Über einen Online-Artikel (1), der in den sozialen Medien Aufsehen erregt, macht ein angeblicher Gesetzesentwurf zum Verbot von Konversionstherapien aktuell die Runde. Laut dem Bericht sollen sich Eltern künftig durch das bloße Hinterfragen der Geschlechtsidentität des eigenen Kindes strafbar machen. In einem weiteren Beitrag behauptet eine Ärztin (2), dass auch Ärzte bei Behandlungen Probleme bekommen könnten. Doch Juristen halten diese Sorgen größtenteils für unbegründet.
Einschätzung
Bei den kursierenden Textpassagen handelt es sich um ein in der Diskussion befindliches Papier aus laufenden Gesprächen zwischen SPÖ und NEOS, keinen fertigen Entwurf. Alle von der APA befragten Juristen gehen davon aus, dass das bloße Hinterfragen der Geschlechtsidentität der Kinder durch die Eltern unter die Meinungsfreiheit fällt. Größtenteils rechnen die Juristen nicht damit, dass durch die vorliegenden Formulierungen wissenschaftlich anerkannte Behandlungen zu Strafen führen könnten. Dennoch wollen einzelne Juristen nicht ausschließen, dass durch die unpräzisen Formulierungen juristische Konsequenzen möglich sein könnten.
Überprüfung
Basierend auf einem Videobeitrag von ServusTV veröffentlichte das Online-Medium „Exxpress“ einen Artikel (1) zu einem angeblichen Gesetzesentwurf von SPÖ und NEOS. Den Entwurf hätten die beiden Regierungsparteien demnach „noch im Juni durchboxen wollen“.
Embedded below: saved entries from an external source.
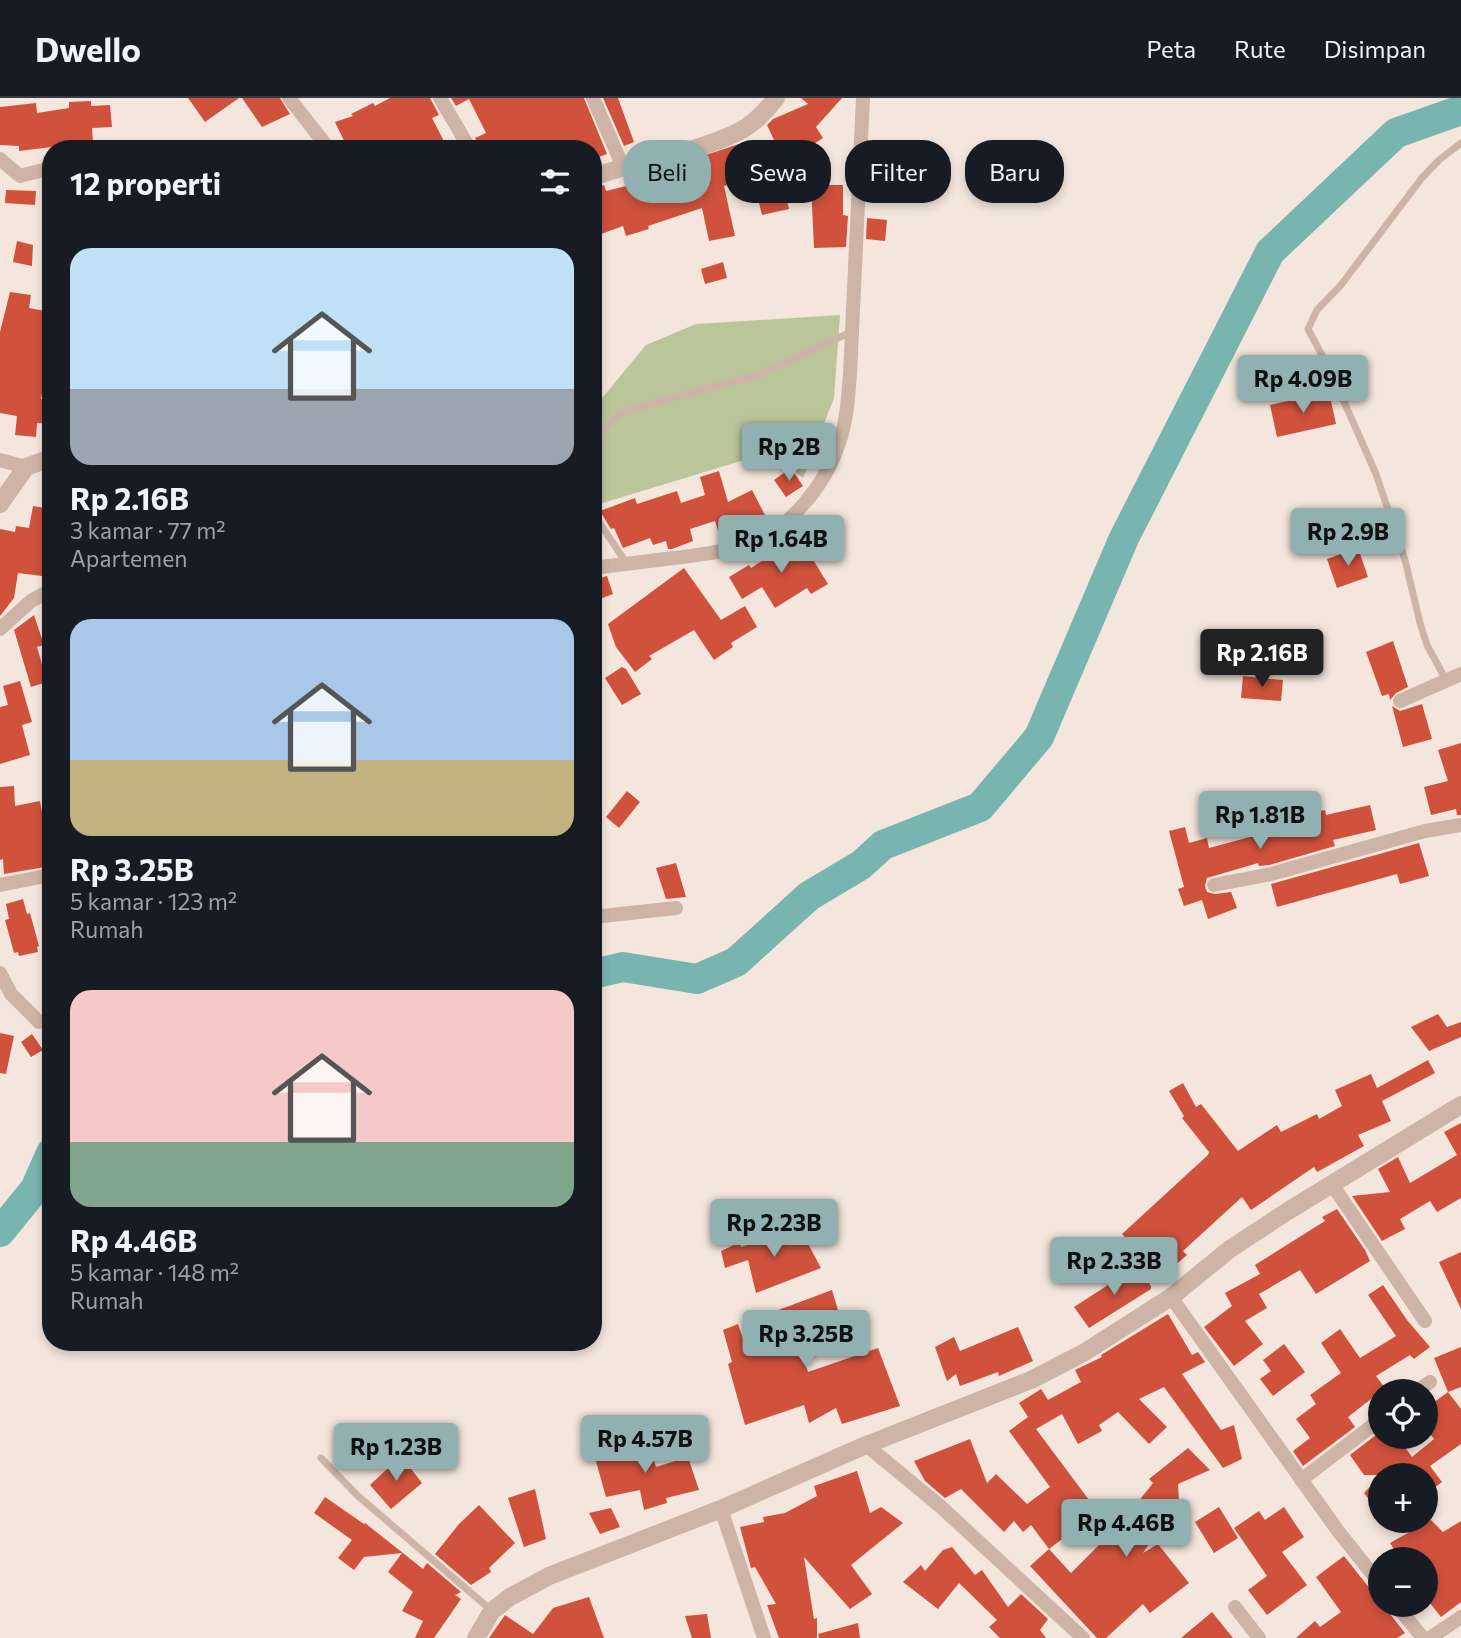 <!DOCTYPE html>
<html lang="id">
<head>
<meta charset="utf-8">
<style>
  body { margin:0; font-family:Commissioner,sans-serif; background:#242831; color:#f1f3f6; height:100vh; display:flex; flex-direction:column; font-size:26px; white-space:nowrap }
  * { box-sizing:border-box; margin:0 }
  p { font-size:23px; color:#9ea1a6 }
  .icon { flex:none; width:38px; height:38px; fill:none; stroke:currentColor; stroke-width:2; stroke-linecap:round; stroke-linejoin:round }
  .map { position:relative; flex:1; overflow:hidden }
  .details { position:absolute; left:42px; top:42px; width:560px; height:1211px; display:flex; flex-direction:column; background:#171b24; border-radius:28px; box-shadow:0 4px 10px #0003 }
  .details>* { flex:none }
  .guide { position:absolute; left:623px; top:42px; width:665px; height:63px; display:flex; gap:14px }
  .fabs { position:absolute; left:1368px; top:1281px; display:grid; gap:14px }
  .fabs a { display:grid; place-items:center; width:70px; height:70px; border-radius:50%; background:#171b24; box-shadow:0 4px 10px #0003; font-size:35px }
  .price { position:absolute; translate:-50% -60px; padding:0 16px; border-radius:7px; background:#90b0b1; color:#111; font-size:23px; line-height:46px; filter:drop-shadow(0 2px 4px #0008) }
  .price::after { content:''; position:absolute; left:50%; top:42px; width:21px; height:16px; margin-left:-10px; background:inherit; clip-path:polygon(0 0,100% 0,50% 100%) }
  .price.on { background:#222; color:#fff }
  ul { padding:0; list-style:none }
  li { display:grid; align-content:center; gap:14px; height:371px; padding:0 28px }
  li span { display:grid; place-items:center; height:217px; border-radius:21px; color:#555 }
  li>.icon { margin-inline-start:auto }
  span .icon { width:126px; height:126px; fill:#fffc; stroke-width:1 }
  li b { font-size:30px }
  h2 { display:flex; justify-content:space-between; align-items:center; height:84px; padding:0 28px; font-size:30px }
  .chip { padding:0 24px; border-radius:28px; background:#171b24; box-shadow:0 4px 10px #0003; font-size:24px; line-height:63px }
  .chip.on { background:#90b0b1; color:#111 }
  header { display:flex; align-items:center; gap:42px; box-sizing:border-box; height:98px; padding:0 35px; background:#171b24; border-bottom:2px solid #363941 }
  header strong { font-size:33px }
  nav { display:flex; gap:38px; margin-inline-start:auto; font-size:24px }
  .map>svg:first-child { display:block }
  .green { fill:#bbc59a }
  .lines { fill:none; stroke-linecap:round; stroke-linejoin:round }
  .river { stroke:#78b4b0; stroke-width:30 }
  .building { fill:#d0523d }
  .service { stroke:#ceb4a6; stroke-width:7 }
  .minor { stroke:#ceb4a6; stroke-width:14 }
  .tertiary { stroke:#ceb4a6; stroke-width:18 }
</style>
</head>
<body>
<header>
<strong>Dwello</strong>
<nav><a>Peta</a><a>Rute</a><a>Disimpan</a></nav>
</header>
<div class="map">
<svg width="1461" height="1540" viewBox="0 0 1461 1540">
  <rect width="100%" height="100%" fill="#f4e6dc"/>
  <path class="green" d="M840,217L834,300L803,380L771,354L596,407L593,404V311L646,247L696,226Z"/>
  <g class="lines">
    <path class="river" d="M593,876L623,869L697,881L736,864L809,798L861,767L883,747L980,709L1039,639L1124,440L1270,154L1396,35L1461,12
      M0,1134L35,1091L51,1055"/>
  </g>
  <path class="building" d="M188,0H239L205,24Z
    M242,0H280L290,16L262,29Z
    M390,0H430L439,17L432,20L448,51H348L335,24L353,18L351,16L373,5L375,8Z
    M451,0H584L607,56L593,61V51H570L567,42L546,51H480L475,40L486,35L469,1L456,8Z
    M603,0H618L634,44L624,48Z
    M801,0H842L816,29L823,40L806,51L804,46L781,57L767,27L773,21L808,6Z
    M91,3V8L110,7L112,29L92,30L93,44L19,53V48L0,47V9L36,5L37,15L69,10V4Z
    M751,42L761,77L724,88L735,138L709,143L702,110L648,128L649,131L626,138L623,128L593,139V90L604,87L606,93L634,86L673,73L672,68Z
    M869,68H892L891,92H868Z
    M780,74L789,111L762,117L753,81Z
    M811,87H843V117L848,118L846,149L814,150Z
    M6,92L36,93L35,107L5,105Z
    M867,120L887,122L885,143L866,141Z
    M17,143L33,147L32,168L13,164Z
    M723,164L727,180L705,186L701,171Z
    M10,194L31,197L29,210L51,214V244L41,301L51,302V326L37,325L36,339L15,337L17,318L0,315V234Z
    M1329,294L1336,326L1277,339L1270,307Z
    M791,370L803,388L786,399L774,382Z
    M719,373L728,404L752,392L766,419L746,429L744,426L719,435L715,423L690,431L693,443L672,451H668L666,443L653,447L650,440L623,450L614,430L611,431L600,413L635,400L637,406L677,393L681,405L705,397L700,379Z
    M33,408L51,411V459H45L42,478L18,475L14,500L0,518V431L15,434L16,428L29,430Z
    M799,439L828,486L811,496L807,490L775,510L762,489L742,501L729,479L749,467L751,470Z
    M1358,450L1368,479L1337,490L1327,461Z
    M684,470L721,522L745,508L757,529L731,545L733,549L714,562L694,532L649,558L652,561L635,574L616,549L608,526Z
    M607,478L613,496L600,501L594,482Z
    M34,517L44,547L37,549L47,584L31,589L14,532Z
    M1393,543L1408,589L1396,595L1390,602L1389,596L1382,598L1366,554Z
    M622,569L626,571L641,596L622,607L605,580Z
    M1243,578L1283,582L1281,603L1241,600Z
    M20,583L32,624L22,627L30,657L0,666V609L8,607L3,588Z
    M1422,606L1432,641L1403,649L1392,608L1400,613Z
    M1461,645V717H1457L1456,711L1431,717L1424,689L1448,683L1438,652Z
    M14,688L15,708L40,703L43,719L51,718V768L4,776L3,761L0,762V689Z
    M627,693L640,704L619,730L606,719Z
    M1370,707L1376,732L1333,742L1335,748L1269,767L1259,768L1258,765L1207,780L1205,788L1207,794L1215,796L1231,794L1237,810L1208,821L1202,802L1184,808L1178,791L1184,789L1169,733L1185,729L1189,745L1207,740L1209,750L1250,739L1248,733L1280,724L1325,712L1326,717Z
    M1419,745L1429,778L1400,786L1397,776L1277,809L1271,786Z
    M676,765L686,799L666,801L656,770Z
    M23,801L27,816L30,815L39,848L37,849L38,854L19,858L18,854L14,855L5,822L9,821L6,806Z
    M1438,916L1447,929L1461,924V939L1429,953L1411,929Z
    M0,935L14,938L6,976L0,975Z
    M32,936L43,952L31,959L21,944Z
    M1428,962L1435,975L1382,1003L1391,1023L1358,1037L1364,1048L1317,1074L1314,1069L1251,1112L1242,1099L1183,1153L1187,1157L1164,1177L1153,1163L1149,1166L1122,1136L1208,1057L1209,1054L1182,1020L1184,1018L1169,993L1183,985L1196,1009L1201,1006L1238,1053L1277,1027L1281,1034L1317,1016L1319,1021L1342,1008L1335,992L1371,976L1377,990Z
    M1461,1025V1100L1437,1114L1430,1103L1400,1121L1405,1131L1382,1143L1352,1098L1390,1094L1378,1071L1398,1059L1410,1085L1457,1057L1444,1034Z
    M1337,1111L1365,1152L1370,1163L1316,1196L1300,1172L1259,1196L1267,1210L1245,1223L1263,1246L1234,1268L1204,1229L1232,1208L1225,1195L1260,1176L1255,1167L1325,1123L1322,1119Z
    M799,1129L821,1170L756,1195L748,1162L725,1170L721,1153L740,1144L741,1149Z
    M1461,1154V1211L1439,1164Z
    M1139,1167L1151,1188V1191L1089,1230L1074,1209Z
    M1383,1187L1407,1222L1430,1249L1414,1261L1410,1257L1376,1278L1385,1290L1348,1319L1355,1329L1303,1368L1293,1353L1310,1340L1296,1321L1316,1306L1310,1297L1341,1275L1321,1245L1340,1231L1360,1260L1396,1238L1368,1197Z
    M832,1192L843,1229L798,1242L808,1274L878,1250L900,1308L842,1326L836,1310L809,1325L804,1307L745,1327L728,1266L732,1264L723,1232L738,1226L749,1258L774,1248L765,1217Z
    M1168,1216L1192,1257L1198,1254L1205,1264L1182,1276L1221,1332L1234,1327L1242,1361L1223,1370L1164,1289L1139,1301L1167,1329L1149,1346L1118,1314L1099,1327L1102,1333L1078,1346L1062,1316L1036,1331L1098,1414L1049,1451L1031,1427L1023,1434L1014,1423L1004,1434L961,1391L945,1400L925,1383L914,1363L970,1341L987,1385L996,1376L1027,1406L1050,1389L1009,1333L1028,1319L1019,1305L1041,1291L1048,1302L1081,1284L1075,1272L1102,1259L1101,1257Z
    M1018,1229L1033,1263L999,1278L998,1274L960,1288L956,1276L947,1283L935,1249L954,1239L960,1253Z
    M1284,1246L1305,1274L1273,1298L1260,1281L1271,1273L1263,1262Z
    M1461,1249V1289L1448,1294L1434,1260Z
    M1448,1294L1461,1311V1346L1430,1368L1442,1384L1426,1396V1377H1381V1418L1364,1395L1381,1377H1364L1350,1357L1381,1333V1339H1398L1412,1359L1434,1341L1426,1330V1310Z
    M647,1341L656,1369L688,1359L699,1392L666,1400L667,1405L644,1412L640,1392L606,1399L595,1360Z
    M1188,1350L1210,1372L1178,1386L1179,1403L1143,1455L1158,1446L1189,1485L1150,1515L1143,1506L1106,1540H1097L1030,1468L1049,1451L1071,1475L1114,1432L1109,1427L1126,1419L1153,1385L1149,1381Z
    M401,1358L422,1385L391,1411L370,1387Z
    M857,1373L870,1415L881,1409L903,1425L851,1467L872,1496L850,1511L804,1459L814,1521L817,1520V1540H779L767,1507L776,1506L755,1469L751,1470L740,1429L764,1424L763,1419L785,1415L817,1398L814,1388Z
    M535,1391L546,1441L524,1449L508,1400Z
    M325,1399L364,1426L365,1425L423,1471L427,1465L461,1494L455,1497L461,1501L434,1540H415L423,1523L402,1513L413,1494L388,1474L402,1455L364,1459L354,1472L338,1460L352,1442L314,1415Z
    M479,1407L515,1445L489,1470L491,1474L471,1487L435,1456L459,1426Z
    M1219,1409L1238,1440L1214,1455L1195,1424Z
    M1284,1409L1304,1439L1282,1454L1307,1487L1267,1517L1248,1492L1267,1478L1234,1430L1259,1413L1265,1422Z
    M611,1410L620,1429L600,1436L589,1415Z
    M1431,1422L1443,1434L1461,1423V1504L1441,1519L1426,1500V1461H1400L1390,1445Z
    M952,1449L975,1477L982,1472L1008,1509L1021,1496L1048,1521L1040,1532L1046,1540H1000L989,1529L997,1522L959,1485L938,1511L903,1484L921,1467L925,1473L943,1452Z
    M1344,1458L1405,1535L1397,1540H1296L1315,1523L1320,1529L1341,1514L1316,1479Z
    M589,1499L604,1540H489L505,1517L533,1536L553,1510Z
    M1212,1514L1233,1540H1181Z
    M707,1516L711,1540H692L685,1518Z
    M858,1525L860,1540H819L818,1536Z"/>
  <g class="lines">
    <path class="service" d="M593,341L619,317L632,311L758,277L851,234
      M593,415L627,466
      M1446,582L1427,547L1420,525L1405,462L1376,376L1330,272L1308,231L1317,212L1341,187L1421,81L1439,62L1461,45
      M321,1360L358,1398L491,1512"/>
    <path class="minor" d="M289,0L329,51
      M440,0L470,51
      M593,0L623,69
      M0,61L20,78L51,70
      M0,362L26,369
      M593,470C625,466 658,462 690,458C708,455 730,453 748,447C790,430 825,388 839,345C847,323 848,299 850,276L863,0
      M0,531L31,503L51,492
      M1400,603L1461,576
      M0,787L51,777
      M1214,787L1271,776L1425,733L1461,727
      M593,819L676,810
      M0,875L11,896L39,924
      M1331,1085L1425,1223
      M1171,1199L1338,1433L1381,1487
      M1417,1293L1430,1284
      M866,1347L940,1408L1083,1540
      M1301,1382L1381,1321
      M721,1411L764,1540
      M1396,1507L1423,1540
      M1235,1509L1259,1540
      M1430,1540L1461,1519"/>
    <path class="tertiary" d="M593,79C640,62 696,55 740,33C755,25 766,13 776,0
      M0,406L26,369L51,360
      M476,1540L492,1513L510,1499L549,1478L721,1411L866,1347L1031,1282L1085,1254L1171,1199L1230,1151L1288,1113L1461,1007"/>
  </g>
</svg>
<div class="fabs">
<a><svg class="icon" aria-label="locate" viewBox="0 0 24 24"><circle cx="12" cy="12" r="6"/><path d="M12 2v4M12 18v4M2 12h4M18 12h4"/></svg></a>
<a>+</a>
<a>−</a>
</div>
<b class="price" style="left:1303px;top:317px">Rp 4.09B</b>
<b class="price" style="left:789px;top:385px">Rp 2B</b>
<b class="price" style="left:1348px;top:470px">Rp 2.9B</b>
<b class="price" style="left:781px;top:477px">Rp 1.64B</b>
<b class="price on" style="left:1262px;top:591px">Rp 2.16B</b>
<b class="price" style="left:1260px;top:753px">Rp 1.81B</b>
<b class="price" style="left:774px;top:1161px">Rp 2.23B</b>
<b class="price" style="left:1114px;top:1199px">Rp 2.33B</b>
<b class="price" style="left:806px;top:1272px">Rp 3.25B</b>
<b class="price" style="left:645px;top:1377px">Rp 4.57B</b>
<b class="price" style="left:396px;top:1385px">Rp 1.23B</b>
<b class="price" style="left:1126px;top:1461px">Rp 4.46B</b>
<div class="guide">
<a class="chip on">Beli</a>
<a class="chip">Sewa</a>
<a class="chip">Filter</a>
<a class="chip">Baru</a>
</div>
<section class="details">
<h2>12 properti<svg class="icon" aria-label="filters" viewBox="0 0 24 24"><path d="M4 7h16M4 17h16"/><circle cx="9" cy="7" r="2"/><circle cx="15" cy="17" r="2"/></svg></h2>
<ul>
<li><span style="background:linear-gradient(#bfe0f5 65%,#9aa5b1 0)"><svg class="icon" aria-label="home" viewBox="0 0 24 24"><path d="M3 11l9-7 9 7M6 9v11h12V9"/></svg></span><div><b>Rp 2.16B</b><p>3 kamar · 77 m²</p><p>Apartemen</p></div></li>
<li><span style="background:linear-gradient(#a9c7e8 65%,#c2b280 0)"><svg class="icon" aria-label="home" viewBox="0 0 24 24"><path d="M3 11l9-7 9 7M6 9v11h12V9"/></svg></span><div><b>Rp 3.25B</b><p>5 kamar · 123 m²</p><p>Rumah</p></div></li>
<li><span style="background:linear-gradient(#f6c9c9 70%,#7fa58c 0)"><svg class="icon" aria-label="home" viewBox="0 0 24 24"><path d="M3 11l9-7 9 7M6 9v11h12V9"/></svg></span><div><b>Rp 4.46B</b><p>5 kamar · 148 m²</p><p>Rumah</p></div></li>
</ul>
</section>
</div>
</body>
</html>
Aufgrund dieser bestehenden Textpassagen wurden Ängste geäußert, dass in Zukunft das bloße Hinterfragen der Geschlechtsidentität des eigenen Kindes strafbar werden könnte. Eine Psychiaterin äußert im Servus TV-Beitrag (2) ihre Sorge, dass Eltern mit dem Gesetz kriminalisiert werden würden. Alle Ärzte und Therapeuten, die Kinder mit dem Wunsch nach Geschlechtsumwandlung „anders“ behandeln wollen, würden sich künftig strafbar machen.
Laut Parteien kein fertiger Entwurf
Auf der Webseite des österreichischen Parlaments (3) findet sich kein Gesetzesentwurf der SPÖ und Neos. Die Grünen hingegen brachten am 22. Mai 2025 einen Gesetzesantrag im Parlament (4) ein. Dieser unterscheidet sich vom Verhandlungsdokument nur in einzelnen Formulierungen, ist aber grundsätzlich strenger angesetzt. So werden Konversionsmaßnahmen im Grünen Gesetzesentwurf als „jegliche Art der Interventionen, die auf die Veränderung oder Unterdrückung der sexuellen Orientierung, der selbstempfundenen geschlechtlichen Identität oder des Geschlechtsausdrucks gerichtet ist“, definiert. Im SPÖ/NEOS-Dokument werden sie jedoch als „jede Art der zielgerichteten und systematischen Intervention an einer anderen Person, die auf die Veränderung oder Unterdrückung der sexuellen Orientierung oder einer Inkongruenz zwischen empfundenem und zugewiesenem Geschlecht (unabhängig von einer diagnostischen Abklärung) gerichtet ist“ bezeichnet (5).
SPÖ und Neos dementieren auf APA-Anfrage, dass es sich bei dem im Servus TV eingeblendeten und viral geteilten Dokument um einen offiziellen Gesetzesentwurf handelt. Mario Lindner, Gleichbehandlungssprecher der SPÖ, sagt: „Der Screenshot scheint aus einem Dokument zu stammen, das aus den laufenden Gesprächen zur Umsetzung der entsprechenden Zielsetzung aus dem Regierungsprogramm stammt.“ Jedoch gebe es noch „keinen fertigen Entwurf“.
Parteien beschwichtigen Strafbarkeit
Lindner merkt in Bezug auf den Exxpress-Beitrag an, dass der Kontext, in den dieses Thema durch den Artikel gesetzt wird, „grundlegend falsch ist“. Aktuell spreche man mit den Regierungspartnern darüber, „wie das Ziel eines gesetzlichen Schutzes vor hochgefährlichen Konversionsmaßnahmen wegen der sex. Orientierung oder einer Geschlechtsinkongruenz umgesetzt werden kann“. Die UNO vergleiche solche Praktiken nicht zu Unrecht mit Folter (6).
Die Grünen teilten auf Anfrage von APA-Faktencheck mit, dass es mit dem Gesetzesantrag nicht strafbar werde, als Elternteil für das eigene Kind eine Psychotherapie vor einer geschlechtsangleichenden OP zu vereinbaren. „Strafbar kann es für Elternteile dann sein, wenn sie ihr Kind zu nicht-wissenschaftlichen Pseudoheilern schicken mit dem Ziel, die Homosexualität oder Transidentität des Kindes zu beseitigen“, heißt es in der schriftlichen Stellungnahme.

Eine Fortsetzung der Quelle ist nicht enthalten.